The answer is an exact repeat of the entries below, with the pictures omitted.
------------------------------------------------------------
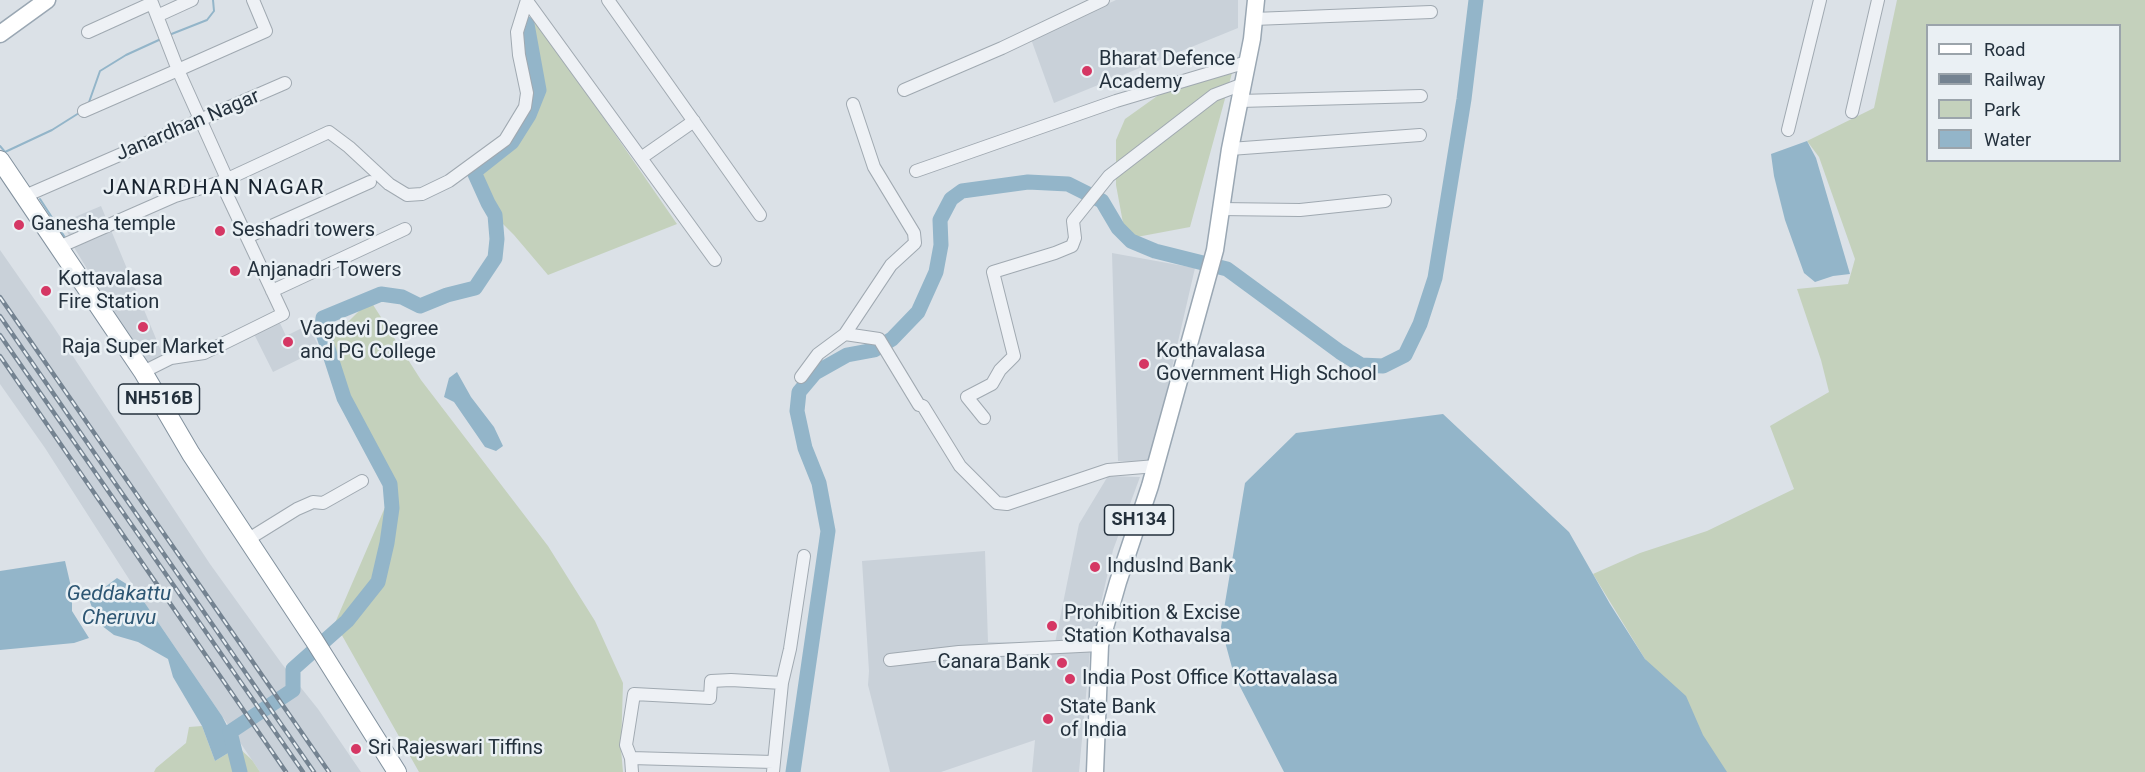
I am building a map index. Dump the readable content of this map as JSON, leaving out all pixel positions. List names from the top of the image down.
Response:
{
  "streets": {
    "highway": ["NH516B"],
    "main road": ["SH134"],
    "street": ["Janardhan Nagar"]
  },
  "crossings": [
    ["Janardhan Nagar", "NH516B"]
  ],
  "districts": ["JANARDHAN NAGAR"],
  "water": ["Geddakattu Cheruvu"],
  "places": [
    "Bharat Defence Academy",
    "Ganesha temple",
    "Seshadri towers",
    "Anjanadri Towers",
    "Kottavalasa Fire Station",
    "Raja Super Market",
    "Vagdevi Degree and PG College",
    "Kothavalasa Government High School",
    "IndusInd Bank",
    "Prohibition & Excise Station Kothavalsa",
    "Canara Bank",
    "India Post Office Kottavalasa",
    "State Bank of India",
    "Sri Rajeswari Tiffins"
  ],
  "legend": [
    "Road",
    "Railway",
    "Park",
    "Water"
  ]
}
------------------------------------------------------------
Output for this task
I am building a map index. Dump the readable content of this map as JSON, leaving out all pixel positions. List names from the top of the image down.
Response:
{
  "streets": {
    "highway": ["NH516B"],
    "main road": ["SH134"],
    "street": ["Janardhan Nagar"]
  },
  "crossings": [
    ["Janardhan Nagar", "NH516B"]
  ],
  "districts": ["JANARDHAN NAGAR"],
  "water": ["Geddakattu Cheruvu"],
  "places": [
    "Bharat Defence Academy",
    "Ganesha temple",
    "Seshadri towers",
    "Anjanadri Towers",
    "Kottavalasa Fire Station",
    "Raja Super Market",
    "Vagdevi Degree and PG College",
    "Kothavalasa Government High School",
    "IndusInd Bank",
    "Prohibition & Excise Station Kothavalsa",
    "Canara Bank",
    "India Post Office Kottavalasa",
    "State Bank of India",
    "Sri Rajeswari Tiffins"
  ],
  "legend": [
    "Road",
    "Railway",
    "Park",
    "Water"
  ]
}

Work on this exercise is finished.